» **REQUIRED ACTION**
Each line of the records that includes "Give" should be found and copied.

Source records:
----

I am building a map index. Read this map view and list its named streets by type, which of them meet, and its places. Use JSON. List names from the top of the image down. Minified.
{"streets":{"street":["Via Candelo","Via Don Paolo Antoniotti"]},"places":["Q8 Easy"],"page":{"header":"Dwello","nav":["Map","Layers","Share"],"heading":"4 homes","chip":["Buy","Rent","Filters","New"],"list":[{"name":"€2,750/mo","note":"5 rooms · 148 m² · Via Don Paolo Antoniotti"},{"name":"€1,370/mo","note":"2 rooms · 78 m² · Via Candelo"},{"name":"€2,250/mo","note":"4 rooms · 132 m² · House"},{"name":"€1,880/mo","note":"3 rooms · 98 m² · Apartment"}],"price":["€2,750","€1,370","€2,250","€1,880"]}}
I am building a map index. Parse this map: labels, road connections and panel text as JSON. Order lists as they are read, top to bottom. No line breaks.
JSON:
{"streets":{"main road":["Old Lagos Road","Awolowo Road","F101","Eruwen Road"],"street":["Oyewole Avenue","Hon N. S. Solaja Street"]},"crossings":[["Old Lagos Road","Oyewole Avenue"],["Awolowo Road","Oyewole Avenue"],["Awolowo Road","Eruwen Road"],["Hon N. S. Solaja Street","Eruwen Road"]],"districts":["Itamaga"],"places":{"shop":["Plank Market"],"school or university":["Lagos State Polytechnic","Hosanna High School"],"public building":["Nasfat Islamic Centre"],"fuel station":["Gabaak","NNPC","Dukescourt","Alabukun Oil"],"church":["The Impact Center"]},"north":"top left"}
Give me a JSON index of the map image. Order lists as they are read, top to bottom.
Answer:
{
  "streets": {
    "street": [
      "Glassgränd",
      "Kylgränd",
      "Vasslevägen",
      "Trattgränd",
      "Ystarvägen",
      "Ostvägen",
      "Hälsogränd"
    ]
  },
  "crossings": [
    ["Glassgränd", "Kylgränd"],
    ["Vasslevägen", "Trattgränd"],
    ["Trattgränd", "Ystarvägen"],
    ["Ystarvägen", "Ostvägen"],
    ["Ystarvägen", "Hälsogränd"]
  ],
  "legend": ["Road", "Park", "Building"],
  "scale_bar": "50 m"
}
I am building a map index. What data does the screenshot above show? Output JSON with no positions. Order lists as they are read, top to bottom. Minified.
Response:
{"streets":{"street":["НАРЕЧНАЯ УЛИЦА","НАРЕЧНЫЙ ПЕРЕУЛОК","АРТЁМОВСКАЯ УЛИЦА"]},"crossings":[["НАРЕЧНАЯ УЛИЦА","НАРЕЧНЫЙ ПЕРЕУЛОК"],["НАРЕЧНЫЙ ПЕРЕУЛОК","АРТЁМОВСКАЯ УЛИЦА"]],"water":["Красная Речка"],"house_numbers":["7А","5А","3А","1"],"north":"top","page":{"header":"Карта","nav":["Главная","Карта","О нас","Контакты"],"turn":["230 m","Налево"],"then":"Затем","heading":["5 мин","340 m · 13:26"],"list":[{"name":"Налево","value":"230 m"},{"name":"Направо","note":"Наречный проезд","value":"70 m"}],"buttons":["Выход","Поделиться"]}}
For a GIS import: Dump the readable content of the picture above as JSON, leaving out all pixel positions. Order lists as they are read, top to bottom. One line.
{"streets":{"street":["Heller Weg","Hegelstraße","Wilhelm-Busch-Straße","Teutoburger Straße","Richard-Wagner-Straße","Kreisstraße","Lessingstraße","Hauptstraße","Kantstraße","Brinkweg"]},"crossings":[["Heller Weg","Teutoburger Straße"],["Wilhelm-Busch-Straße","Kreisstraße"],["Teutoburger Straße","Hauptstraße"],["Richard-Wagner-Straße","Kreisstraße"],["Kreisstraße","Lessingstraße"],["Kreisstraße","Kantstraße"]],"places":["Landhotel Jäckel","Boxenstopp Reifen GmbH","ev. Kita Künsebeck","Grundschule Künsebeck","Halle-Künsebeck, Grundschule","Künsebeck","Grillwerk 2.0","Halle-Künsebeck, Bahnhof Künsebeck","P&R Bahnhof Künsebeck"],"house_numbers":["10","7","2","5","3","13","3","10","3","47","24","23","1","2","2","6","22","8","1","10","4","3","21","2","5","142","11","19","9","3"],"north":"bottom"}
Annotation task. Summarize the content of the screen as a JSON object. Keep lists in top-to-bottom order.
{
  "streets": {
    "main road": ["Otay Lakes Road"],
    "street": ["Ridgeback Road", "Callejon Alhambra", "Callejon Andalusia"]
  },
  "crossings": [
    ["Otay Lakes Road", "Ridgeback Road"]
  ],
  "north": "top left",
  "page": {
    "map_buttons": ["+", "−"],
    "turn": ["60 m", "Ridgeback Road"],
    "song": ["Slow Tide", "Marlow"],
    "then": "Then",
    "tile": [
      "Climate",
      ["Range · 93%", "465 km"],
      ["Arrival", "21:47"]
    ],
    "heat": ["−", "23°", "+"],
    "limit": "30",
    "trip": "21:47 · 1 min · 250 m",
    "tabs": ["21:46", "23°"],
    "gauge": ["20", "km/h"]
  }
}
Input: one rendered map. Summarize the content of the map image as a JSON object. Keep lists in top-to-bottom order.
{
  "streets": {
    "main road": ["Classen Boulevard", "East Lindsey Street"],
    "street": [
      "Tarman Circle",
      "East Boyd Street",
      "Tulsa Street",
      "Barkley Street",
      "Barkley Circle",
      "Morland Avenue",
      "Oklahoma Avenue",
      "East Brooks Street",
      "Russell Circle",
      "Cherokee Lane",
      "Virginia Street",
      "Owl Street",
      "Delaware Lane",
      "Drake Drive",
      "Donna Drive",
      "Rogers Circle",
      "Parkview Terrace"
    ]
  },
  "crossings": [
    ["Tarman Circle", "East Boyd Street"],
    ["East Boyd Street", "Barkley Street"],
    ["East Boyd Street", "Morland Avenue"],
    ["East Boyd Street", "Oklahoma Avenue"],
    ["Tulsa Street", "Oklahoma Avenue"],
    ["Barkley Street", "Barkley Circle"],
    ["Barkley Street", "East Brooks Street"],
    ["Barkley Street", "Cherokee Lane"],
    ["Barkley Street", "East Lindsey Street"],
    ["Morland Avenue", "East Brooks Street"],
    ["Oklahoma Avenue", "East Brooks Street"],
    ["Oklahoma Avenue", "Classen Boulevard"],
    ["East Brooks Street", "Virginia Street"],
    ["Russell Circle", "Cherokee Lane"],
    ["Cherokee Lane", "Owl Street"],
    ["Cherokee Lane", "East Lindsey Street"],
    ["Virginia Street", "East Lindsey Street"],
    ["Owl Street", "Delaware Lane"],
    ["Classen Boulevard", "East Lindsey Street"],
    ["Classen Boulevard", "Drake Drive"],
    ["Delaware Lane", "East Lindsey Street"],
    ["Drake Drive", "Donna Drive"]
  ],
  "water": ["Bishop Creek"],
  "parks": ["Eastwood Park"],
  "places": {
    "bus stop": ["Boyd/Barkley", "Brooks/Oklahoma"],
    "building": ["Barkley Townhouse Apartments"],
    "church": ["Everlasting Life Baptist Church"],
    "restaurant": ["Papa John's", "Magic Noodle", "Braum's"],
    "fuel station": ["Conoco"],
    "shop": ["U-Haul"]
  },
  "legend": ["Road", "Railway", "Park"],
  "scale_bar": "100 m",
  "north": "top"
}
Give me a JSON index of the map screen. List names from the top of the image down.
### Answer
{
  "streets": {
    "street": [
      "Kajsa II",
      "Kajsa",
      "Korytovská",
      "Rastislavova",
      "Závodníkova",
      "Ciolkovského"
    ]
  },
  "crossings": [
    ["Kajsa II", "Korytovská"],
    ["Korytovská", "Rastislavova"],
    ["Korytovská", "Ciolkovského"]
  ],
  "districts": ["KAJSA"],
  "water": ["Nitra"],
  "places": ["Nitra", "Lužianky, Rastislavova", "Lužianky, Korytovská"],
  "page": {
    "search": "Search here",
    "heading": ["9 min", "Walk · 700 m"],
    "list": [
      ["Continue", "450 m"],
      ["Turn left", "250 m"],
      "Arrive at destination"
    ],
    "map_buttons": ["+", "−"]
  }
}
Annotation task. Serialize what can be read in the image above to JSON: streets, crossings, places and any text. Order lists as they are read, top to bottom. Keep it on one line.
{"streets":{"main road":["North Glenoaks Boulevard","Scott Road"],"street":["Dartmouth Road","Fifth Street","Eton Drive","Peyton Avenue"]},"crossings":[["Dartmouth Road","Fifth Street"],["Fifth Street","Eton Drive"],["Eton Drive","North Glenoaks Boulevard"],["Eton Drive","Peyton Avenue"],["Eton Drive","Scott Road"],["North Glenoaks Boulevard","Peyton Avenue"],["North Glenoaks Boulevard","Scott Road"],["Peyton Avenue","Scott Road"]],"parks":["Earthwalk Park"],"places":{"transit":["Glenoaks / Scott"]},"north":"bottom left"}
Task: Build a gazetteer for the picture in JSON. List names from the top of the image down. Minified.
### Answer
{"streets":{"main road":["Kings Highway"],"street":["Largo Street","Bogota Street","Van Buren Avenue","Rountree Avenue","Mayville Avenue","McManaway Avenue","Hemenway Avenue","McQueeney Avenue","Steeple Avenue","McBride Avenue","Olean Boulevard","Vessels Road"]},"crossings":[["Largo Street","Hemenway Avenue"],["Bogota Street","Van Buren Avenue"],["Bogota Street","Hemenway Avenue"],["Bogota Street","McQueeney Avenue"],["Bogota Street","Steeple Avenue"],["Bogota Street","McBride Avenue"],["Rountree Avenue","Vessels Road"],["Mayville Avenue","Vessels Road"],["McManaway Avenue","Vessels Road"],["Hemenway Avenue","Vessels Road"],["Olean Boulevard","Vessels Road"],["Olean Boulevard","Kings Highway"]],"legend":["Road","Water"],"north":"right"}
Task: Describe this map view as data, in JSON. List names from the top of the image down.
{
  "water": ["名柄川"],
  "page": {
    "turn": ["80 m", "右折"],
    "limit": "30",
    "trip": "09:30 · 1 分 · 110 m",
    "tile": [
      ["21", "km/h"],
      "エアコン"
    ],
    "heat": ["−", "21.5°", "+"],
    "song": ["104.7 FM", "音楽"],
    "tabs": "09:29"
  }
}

----

» **SOLVED PROBLEM**
Give me a JSON index of the map image. Order lists as they are read, top to bottom.
Give me a JSON index of the map screen. List names from the top of the image down.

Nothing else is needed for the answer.